Le Scorpion abaissa son chapeau sur son visage et tourna dans une ruelle, évitant ainsi de devoir faire face à une petite troupe de soldats qui patrouillait dans la rue principale.

Milo hésitait : où allait-il passer la nuit ?

Chez Dohko ? Non, pas assez sûr ! Chez Ariane ? Ha non, elle ne lui avait même pas laissé d'adresse la donzelle !

Le jeune homme blond soupira : il était bien trop fatigué et pas assez motivé pour aller jouer les fanfarons dans un bar encore ouvert pour passer la nuit dans les bras d'une femme qui lui assurerait un toit !

Oh il avait bien songé à dormir chez Camus, seulement il imaginait trop bien la tête des servantes le lendemain matin si elles avaient retrouvé un inconnu poisseux de sang dormir sous le lit de leur Seigneur !

Milo passa une main distraite sur son épaule gauche : avant de quitter la demeure de son meilleur ami, il avait enroulé sa blessure dans un linceul mais il avait besoin de soins particuliers. La lumière se fit dans son esprit épuisé et il sourit : il avait trouvé où se planquer cette nuit !

Chez un ami qui pourrait le dépanner.

Il traversa quelques rues, marchant lentement pour ne pas éveiller de soupçons puis, enfin, atteignit sa destination.

Milo frappa discrètement à la porte de la petite chaumière et s'emballa dans sa cape, frissonnant soudain. La nuit était bien entamée et il craignait que son ami ne soit encore dans les bras de Morphée !

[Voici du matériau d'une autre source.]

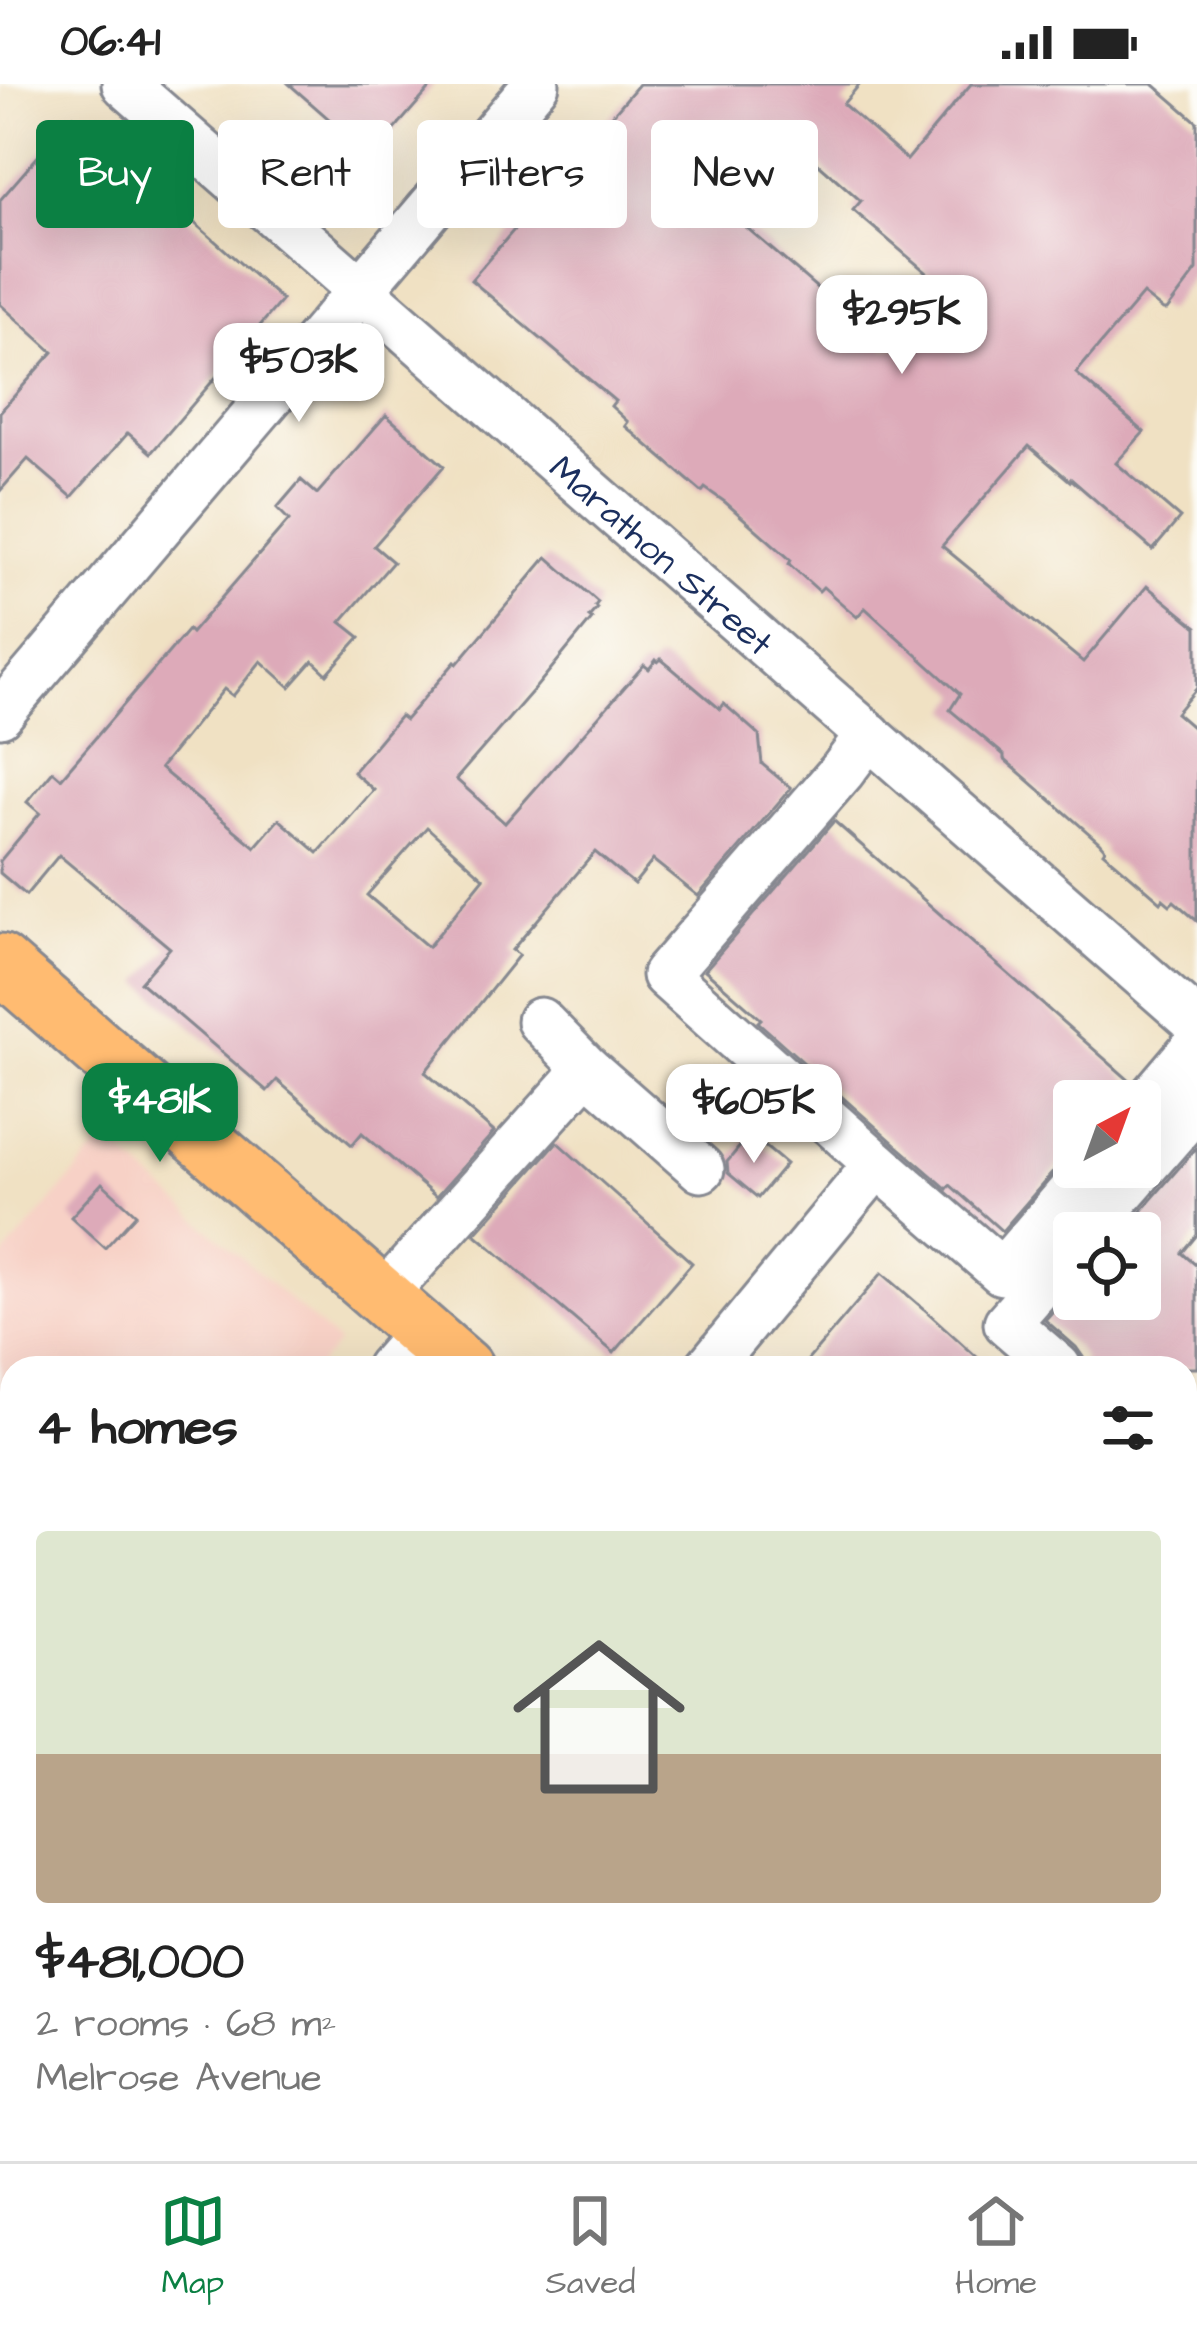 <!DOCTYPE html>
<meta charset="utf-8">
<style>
body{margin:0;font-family:"Architects Daughter",sans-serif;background:#f2f2f2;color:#222;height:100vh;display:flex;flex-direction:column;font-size:45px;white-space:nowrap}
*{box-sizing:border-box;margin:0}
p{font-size:39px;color:#767676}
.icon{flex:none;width:66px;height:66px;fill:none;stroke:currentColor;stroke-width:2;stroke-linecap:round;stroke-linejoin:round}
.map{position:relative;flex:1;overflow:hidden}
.sheet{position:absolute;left:0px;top:1272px;width:1197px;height:807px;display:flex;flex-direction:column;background:#fff;border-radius:36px 36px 0 0;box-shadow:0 12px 48px #0002}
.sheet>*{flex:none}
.guide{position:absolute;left:36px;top:36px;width:1125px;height:108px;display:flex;gap:24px}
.needle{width:78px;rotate:41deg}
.buttons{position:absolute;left:1053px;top:996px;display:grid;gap:24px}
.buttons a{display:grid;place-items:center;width:108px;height:108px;border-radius:12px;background:#fff;box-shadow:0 12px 48px #0002;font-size:60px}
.price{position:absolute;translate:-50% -102px;padding:0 27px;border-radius:24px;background:#fff;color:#222;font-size:39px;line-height:78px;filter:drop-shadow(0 3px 6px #0008)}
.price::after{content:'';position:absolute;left:50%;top:72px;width:36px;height:27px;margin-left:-18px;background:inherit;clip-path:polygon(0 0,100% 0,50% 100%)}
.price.on{background:#0b8043;color:#fff}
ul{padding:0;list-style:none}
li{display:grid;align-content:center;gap:24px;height:636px;padding:0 36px}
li+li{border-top:3px solid #e0e0e0}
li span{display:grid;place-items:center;height:372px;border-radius:12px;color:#555}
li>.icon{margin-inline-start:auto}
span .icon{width:216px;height:216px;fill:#fffc;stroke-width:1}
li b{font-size:51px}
h2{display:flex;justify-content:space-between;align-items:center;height:144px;padding:0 36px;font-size:51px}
.tag{padding:0 42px;border-radius:12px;background:#fff;box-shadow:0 12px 48px #0002;font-size:42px;line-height:108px}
.tag.on{background:#0b8043;color:#fff}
.status{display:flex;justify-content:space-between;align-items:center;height:84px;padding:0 60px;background:#fff;direction:ltr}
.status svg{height:33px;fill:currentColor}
.tab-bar{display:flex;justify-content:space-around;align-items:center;height:168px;border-top:3px solid #e0e0e0;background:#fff;font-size:33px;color:#767676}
.tab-bar a{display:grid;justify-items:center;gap:6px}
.tab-bar .on{color:#0b8043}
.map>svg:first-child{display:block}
.built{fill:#f7d1c6}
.building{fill:#ddaab9;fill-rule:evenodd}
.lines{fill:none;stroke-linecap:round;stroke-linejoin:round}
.minor-casing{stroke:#868890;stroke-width:51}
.major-casing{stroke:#868890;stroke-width:63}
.minor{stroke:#fff;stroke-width:45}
.major{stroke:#ffbb71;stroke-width:57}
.labels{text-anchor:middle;stroke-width:10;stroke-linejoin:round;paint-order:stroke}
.street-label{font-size:36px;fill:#1b2f5e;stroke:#fdfcf7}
</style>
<div class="status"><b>06:41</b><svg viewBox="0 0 49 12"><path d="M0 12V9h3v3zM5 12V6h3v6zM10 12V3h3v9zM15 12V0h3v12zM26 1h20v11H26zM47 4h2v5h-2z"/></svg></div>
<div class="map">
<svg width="1197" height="2077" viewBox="0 0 1197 2077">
<rect width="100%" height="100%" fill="#fdfcf7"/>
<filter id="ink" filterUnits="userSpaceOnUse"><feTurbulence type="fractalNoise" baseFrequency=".00833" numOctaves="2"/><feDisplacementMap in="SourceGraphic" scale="24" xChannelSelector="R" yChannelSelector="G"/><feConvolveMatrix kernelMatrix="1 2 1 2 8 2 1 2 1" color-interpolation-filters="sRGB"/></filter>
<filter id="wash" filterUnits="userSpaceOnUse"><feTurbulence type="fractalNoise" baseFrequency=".004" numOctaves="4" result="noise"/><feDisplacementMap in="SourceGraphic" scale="48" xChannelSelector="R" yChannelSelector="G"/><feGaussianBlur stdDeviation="2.7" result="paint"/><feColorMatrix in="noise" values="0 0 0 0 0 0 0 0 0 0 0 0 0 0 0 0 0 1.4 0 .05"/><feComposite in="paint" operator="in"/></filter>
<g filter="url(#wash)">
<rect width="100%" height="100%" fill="#f0e1c3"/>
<polygon class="built" points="106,1054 338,1259 316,1284 12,1284 12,1633 0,1647 0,1177"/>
<g id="blocks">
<g class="building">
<polygon points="289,0 434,0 371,72"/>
<path d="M639,0H860L843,20L907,76L971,0H1153L1197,38V186L1167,226H1163L1143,210L1076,289L1144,348L1116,379L1180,434L1153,466L1071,395L1070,397L1029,362L942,462L1083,578L1147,502L1197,543V604L1176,629L1197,647V837L1174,817L1170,821L1163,815L1161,818L1103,768L1105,765L1099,758L1004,675V671L950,626L960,610L865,524L857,533L823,503L819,507L789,480L791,476L725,418L705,404L702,408L625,342L628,338L611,322L615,317L471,196ZM802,65L861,117L853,126L946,205L895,264L892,261L888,265L739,137Z"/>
<polygon points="73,32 282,216 151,369 128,349 72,413 28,375 0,407 0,328 53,268 0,220 0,116"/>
<path d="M386,331L444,382L374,462L393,478L341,538L360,553L327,590L313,577L290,603L261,577L233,612L224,605L160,684L255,763L279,735L318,769L374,706L353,688L400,632L405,636L455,578L457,580L547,473L598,518L595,522L597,524L589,533L592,535L537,602L456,695L505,739L644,581L649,585L656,576L658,578L661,575L720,625L724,620L759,651L762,680L791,704L698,812L653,776L634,800L595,768L512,866L519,871L425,988L494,1048L436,1113L362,1049L352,1061L277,996L267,1007L140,898L170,864L59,771L26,811L0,789V777L40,729L27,718L53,687L61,694L188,546L191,549L289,436L277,424L301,396L317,410ZM427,743L484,794L428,863L367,811Z"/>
<polygon points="834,737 1130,997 1116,1017 1074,1017 1074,1064 1002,1147 950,1101 947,1105 895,1060 758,938 761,935 705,886"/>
<polygon points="750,1050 786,1080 758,1114 728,1089 727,1078"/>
<polygon points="557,1058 692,1179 614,1269 475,1150"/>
<polygon points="1197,1063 1197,1151 1182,1169 1197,1182 1197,1284 1084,1284 1083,1273 1076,1263 1045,1236 1064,1215 1140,1215 1140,1149 1122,1149"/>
<polygon points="102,1099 136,1130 105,1164 71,1133"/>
<polygon points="882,1189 924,1225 989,1284 801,1284"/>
</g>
</g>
</g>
<g filter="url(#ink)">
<use href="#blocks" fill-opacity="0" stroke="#868890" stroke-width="3"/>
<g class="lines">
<g class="minor-casing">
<g id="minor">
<path id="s1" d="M125,0L1197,939"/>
<polyline points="0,630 536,0"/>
<polyline points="540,937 587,985"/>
<polyline points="1140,1027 1197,960"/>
<polyline points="877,1080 1002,1188 1092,1083"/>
<polyline points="1086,1149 1197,1022"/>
<polyline points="382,1213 587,985 701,1085"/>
<polyline points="1058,1283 1007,1239 1074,1163"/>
<polyline points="389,1284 421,1247"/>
<polyline points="708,1284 877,1080 665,891 842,687 869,651"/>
<polyline points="0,1414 12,1425"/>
<polyline points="0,1742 12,1728"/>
<polyline points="0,1972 12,1983"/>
<polyline points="424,2067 437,2077"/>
<polyline points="263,2077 273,2067"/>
</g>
</g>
<g class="major-casing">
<g id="major">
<polyline points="0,879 464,1284"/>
<polyline points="1185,1460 1197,1446"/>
<polyline points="1185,1917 1197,1928"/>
<polyline points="662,2077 670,2067"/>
</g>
</g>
<use href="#minor" class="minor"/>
<use href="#major" class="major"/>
</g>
</g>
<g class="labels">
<g class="street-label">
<text dy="13" stroke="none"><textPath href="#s1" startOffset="714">Marathon Street</textPath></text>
</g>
</g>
</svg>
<div class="buttons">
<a><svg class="needle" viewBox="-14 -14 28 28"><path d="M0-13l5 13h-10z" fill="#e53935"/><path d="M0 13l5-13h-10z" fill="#767676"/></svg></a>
<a><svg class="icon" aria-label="locate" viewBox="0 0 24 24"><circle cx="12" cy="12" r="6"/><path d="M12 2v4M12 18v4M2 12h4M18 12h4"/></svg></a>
</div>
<b class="price" style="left:902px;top:293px">$295K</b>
<b class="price" style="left:299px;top:341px">$503K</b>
<b class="price on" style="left:160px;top:1081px">$481K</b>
<b class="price" style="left:754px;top:1082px">$605K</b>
<div class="guide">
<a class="tag on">Buy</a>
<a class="tag">Rent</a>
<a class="tag">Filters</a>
<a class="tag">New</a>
</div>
<section class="sheet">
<h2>4 homes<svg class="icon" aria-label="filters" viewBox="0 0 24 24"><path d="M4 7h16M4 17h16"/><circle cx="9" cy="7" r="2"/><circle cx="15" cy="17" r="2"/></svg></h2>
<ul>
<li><span style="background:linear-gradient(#dfe7d0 60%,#b9a48a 0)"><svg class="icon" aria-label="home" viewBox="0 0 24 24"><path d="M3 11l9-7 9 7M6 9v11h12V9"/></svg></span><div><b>$481,000</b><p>2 rooms · 68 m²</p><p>Melrose Avenue</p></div></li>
</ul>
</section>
</div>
<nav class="tab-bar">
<a class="on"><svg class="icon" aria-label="map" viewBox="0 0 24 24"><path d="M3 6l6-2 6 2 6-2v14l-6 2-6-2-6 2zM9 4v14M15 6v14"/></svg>Map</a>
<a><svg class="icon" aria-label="saved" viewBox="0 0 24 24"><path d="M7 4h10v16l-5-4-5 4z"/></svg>Saved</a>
<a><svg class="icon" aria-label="home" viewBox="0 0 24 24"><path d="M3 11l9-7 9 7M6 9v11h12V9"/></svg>Home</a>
</nav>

Comme la réponse tardait, le Scorpion frappa à nouveau, plus énergiquement, et souffla :

-Aiolia ! He oh !

Il y eut un enchaînement de bruits sourds et de jurons difficilement contenus puis, la porte s'entre-ouvrit sur un jeune homme aux courts cheveux châtains, les yeux gorgés de sommeil. Un poil énervé d'avoir été tiré de son rêve magnifique par un importun nocturne, il grommela d'une voix pâteuse :

-Qui est le con qui..?

-Mec c'est moi !

-Qui « moi » ?!

- Tu es pourtant plus perspicace que ça d'habitude non? Ouvre un peu mieux les yeux Aiolia !

Le jeune homme écarquilla grands les yeux et la lumière se fit dans ses prunelles vertes :

-Milo ?!

-Tu aurais une place pour caser un ami cette nuit ? Je te promets de me faire tout petit !

Des bruits de bottes résonnèrent soudain dans la rue et Milo jeta un regard effrayé vers la droite : des soldats !

Pressé par le temps, Aiolia, toute trace de fatigue envolée, attira vivement Milo à l'intérieur, le tirant par le bras gauche. Comme le Scorpion se mordait discrètement l'intérieur de la joue, le jeune homme aux courtes boucles châtain ferma la porte et la verrouilla tout de suite après. Il posa un doigt devant ses lèvres, intimant le silence à Milo.

Ils attendirent en silence que la petite troupe de gardes ne s'éloignent puis ils soupirèrent de soulagement. Aiolia, les poings sur les hanches, se tourna vers son ami:

-Mais qu'est-ce que tu fiches ici ?! Il y a des gardes par dizaines dans les rues et toi tu te promènes comme ça, tranquille ?!

-Justement : les rues grouillent de soldats et je n'ai nulle part où passer la nuit !

Aiolia soupira :

-Ou plutôt ce qu'il en reste !

Un ange passa, Milo fixant Aiolia, ce dernier semblant encore un peu trop endormi pour comprendre ce que son ami lui demandait. Enfin, le jeune homme brun bailla :

-Et tu voudrais que je t'accueille cette nuit ?

Le Scorpion hocha la tête :

-S'il-te-plaît.

Aiolia sembla hésiter mais Milo connaissait trop bien son ami et savait qu'il bluffait.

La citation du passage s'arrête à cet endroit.